Work to be completed:
An exact transcription of each entry below is required, without any pictures.

*** Opening Given records ***

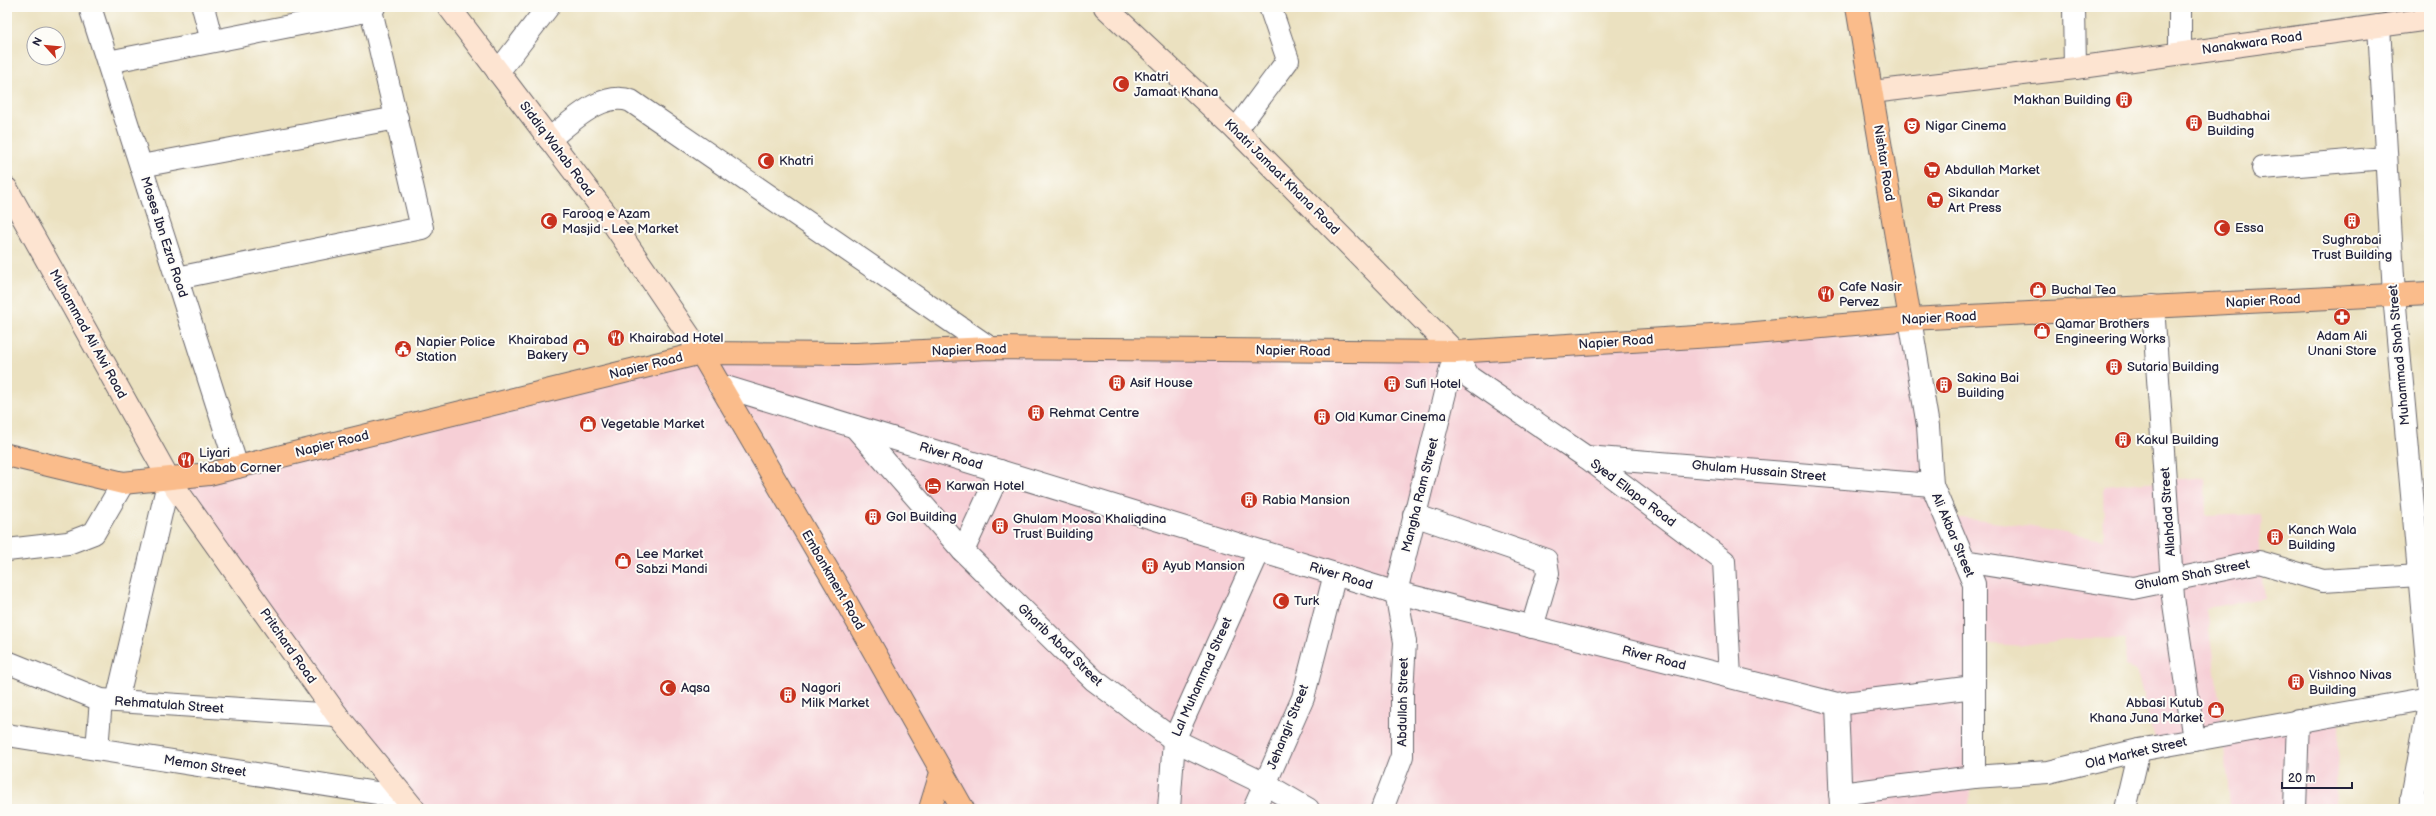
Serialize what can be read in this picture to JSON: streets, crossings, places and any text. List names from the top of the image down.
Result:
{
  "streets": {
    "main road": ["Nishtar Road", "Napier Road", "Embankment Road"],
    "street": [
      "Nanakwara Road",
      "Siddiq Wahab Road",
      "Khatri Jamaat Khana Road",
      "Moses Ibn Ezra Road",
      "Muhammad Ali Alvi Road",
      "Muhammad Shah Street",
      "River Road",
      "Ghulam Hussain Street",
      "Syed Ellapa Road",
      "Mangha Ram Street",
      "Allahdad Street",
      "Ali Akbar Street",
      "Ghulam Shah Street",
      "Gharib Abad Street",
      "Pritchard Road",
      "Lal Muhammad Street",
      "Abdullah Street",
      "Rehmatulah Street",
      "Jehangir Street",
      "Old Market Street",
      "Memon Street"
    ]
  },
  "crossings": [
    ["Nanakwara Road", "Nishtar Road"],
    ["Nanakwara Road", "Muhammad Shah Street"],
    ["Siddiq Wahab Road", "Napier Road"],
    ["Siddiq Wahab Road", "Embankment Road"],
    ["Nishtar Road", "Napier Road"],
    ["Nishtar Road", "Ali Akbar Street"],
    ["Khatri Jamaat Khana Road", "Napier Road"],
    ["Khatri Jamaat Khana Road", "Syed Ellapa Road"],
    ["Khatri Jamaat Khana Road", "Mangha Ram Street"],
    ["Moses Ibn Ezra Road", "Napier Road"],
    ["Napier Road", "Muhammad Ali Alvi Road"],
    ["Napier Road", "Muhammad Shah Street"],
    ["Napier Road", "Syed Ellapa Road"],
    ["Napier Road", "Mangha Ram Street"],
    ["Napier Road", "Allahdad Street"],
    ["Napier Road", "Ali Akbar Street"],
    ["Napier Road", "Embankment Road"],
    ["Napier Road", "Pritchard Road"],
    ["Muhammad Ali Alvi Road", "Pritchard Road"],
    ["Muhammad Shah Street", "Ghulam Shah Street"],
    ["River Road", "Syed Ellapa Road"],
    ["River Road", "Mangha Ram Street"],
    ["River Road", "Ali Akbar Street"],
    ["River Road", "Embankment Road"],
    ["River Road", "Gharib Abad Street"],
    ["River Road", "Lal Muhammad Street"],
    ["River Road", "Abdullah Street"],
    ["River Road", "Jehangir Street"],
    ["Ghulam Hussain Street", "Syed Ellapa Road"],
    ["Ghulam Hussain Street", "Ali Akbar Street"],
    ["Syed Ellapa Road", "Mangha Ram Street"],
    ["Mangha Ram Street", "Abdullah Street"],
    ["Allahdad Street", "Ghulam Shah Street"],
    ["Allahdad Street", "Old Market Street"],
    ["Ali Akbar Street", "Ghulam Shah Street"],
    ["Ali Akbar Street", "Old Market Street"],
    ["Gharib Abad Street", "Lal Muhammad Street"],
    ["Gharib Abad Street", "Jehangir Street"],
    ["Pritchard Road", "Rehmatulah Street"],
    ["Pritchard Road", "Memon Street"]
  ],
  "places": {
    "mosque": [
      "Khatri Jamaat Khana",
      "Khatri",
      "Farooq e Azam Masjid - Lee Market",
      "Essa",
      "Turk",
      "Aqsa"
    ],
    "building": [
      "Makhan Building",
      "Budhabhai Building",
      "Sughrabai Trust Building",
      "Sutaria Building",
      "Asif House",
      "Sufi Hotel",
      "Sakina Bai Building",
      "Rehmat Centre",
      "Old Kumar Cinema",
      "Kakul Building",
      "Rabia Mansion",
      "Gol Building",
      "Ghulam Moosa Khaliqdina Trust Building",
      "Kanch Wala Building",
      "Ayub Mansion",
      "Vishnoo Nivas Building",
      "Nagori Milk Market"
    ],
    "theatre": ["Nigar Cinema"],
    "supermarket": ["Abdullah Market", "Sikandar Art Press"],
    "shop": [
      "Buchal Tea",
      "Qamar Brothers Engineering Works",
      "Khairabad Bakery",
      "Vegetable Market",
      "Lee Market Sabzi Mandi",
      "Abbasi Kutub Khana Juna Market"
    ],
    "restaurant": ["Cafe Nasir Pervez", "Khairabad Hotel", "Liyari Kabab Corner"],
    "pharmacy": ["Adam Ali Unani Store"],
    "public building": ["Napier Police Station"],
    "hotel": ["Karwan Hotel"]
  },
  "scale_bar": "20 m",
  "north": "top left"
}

*** Closing Given records ***

Task answer:
Serialize what can be read in this picture to JSON: streets, crossings, places and any text. List names from the top of the image down.
Result:
{
  "streets": {
    "main road": ["Nishtar Road", "Napier Road", "Embankment Road"],
    "street": [
      "Nanakwara Road",
      "Siddiq Wahab Road",
      "Khatri Jamaat Khana Road",
      "Moses Ibn Ezra Road",
      "Muhammad Ali Alvi Road",
      "Muhammad Shah Street",
      "River Road",
      "Ghulam Hussain Street",
      "Syed Ellapa Road",
      "Mangha Ram Street",
      "Allahdad Street",
      "Ali Akbar Street",
      "Ghulam Shah Street",
      "Gharib Abad Street",
      "Pritchard Road",
      "Lal Muhammad Street",
      "Abdullah Street",
      "Rehmatulah Street",
      "Jehangir Street",
      "Old Market Street",
      "Memon Street"
    ]
  },
  "crossings": [
    ["Nanakwara Road", "Nishtar Road"],
    ["Nanakwara Road", "Muhammad Shah Street"],
    ["Siddiq Wahab Road", "Napier Road"],
    ["Siddiq Wahab Road", "Embankment Road"],
    ["Nishtar Road", "Napier Road"],
    ["Nishtar Road", "Ali Akbar Street"],
    ["Khatri Jamaat Khana Road", "Napier Road"],
    ["Khatri Jamaat Khana Road", "Syed Ellapa Road"],
    ["Khatri Jamaat Khana Road", "Mangha Ram Street"],
    ["Moses Ibn Ezra Road", "Napier Road"],
    ["Napier Road", "Muhammad Ali Alvi Road"],
    ["Napier Road", "Muhammad Shah Street"],
    ["Napier Road", "Syed Ellapa Road"],
    ["Napier Road", "Mangha Ram Street"],
    ["Napier Road", "Allahdad Street"],
    ["Napier Road", "Ali Akbar Street"],
    ["Napier Road", "Embankment Road"],
    ["Napier Road", "Pritchard Road"],
    ["Muhammad Ali Alvi Road", "Pritchard Road"],
    ["Muhammad Shah Street", "Ghulam Shah Street"],
    ["River Road", "Syed Ellapa Road"],
    ["River Road", "Mangha Ram Street"],
    ["River Road", "Ali Akbar Street"],
    ["River Road", "Embankment Road"],
    ["River Road", "Gharib Abad Street"],
    ["River Road", "Lal Muhammad Street"],
    ["River Road", "Abdullah Street"],
    ["River Road", "Jehangir Street"],
    ["Ghulam Hussain Street", "Syed Ellapa Road"],
    ["Ghulam Hussain Street", "Ali Akbar Street"],
    ["Syed Ellapa Road", "Mangha Ram Street"],
    ["Mangha Ram Street", "Abdullah Street"],
    ["Allahdad Street", "Ghulam Shah Street"],
    ["Allahdad Street", "Old Market Street"],
    ["Ali Akbar Street", "Ghulam Shah Street"],
    ["Ali Akbar Street", "Old Market Street"],
    ["Gharib Abad Street", "Lal Muhammad Street"],
    ["Gharib Abad Street", "Jehangir Street"],
    ["Pritchard Road", "Rehmatulah Street"],
    ["Pritchard Road", "Memon Street"]
  ],
  "places": {
    "mosque": [
      "Khatri Jamaat Khana",
      "Khatri",
      "Farooq e Azam Masjid - Lee Market",
      "Essa",
      "Turk",
      "Aqsa"
    ],
    "building": [
      "Makhan Building",
      "Budhabhai Building",
      "Sughrabai Trust Building",
      "Sutaria Building",
      "Asif House",
      "Sufi Hotel",
      "Sakina Bai Building",
      "Rehmat Centre",
      "Old Kumar Cinema",
      "Kakul Building",
      "Rabia Mansion",
      "Gol Building",
      "Ghulam Moosa Khaliqdina Trust Building",
      "Kanch Wala Building",
      "Ayub Mansion",
      "Vishnoo Nivas Building",
      "Nagori Milk Market"
    ],
    "theatre": ["Nigar Cinema"],
    "supermarket": ["Abdullah Market", "Sikandar Art Press"],
    "shop": [
      "Buchal Tea",
      "Qamar Brothers Engineering Works",
      "Khairabad Bakery",
      "Vegetable Market",
      "Lee Market Sabzi Mandi",
      "Abbasi Kutub Khana Juna Market"
    ],
    "restaurant": ["Cafe Nasir Pervez", "Khairabad Hotel", "Liyari Kabab Corner"],
    "pharmacy": ["Adam Ali Unani Store"],
    "public building": ["Napier Police Station"],
    "hotel": ["Karwan Hotel"]
  },
  "scale_bar": "20 m",
  "north": "top left"
}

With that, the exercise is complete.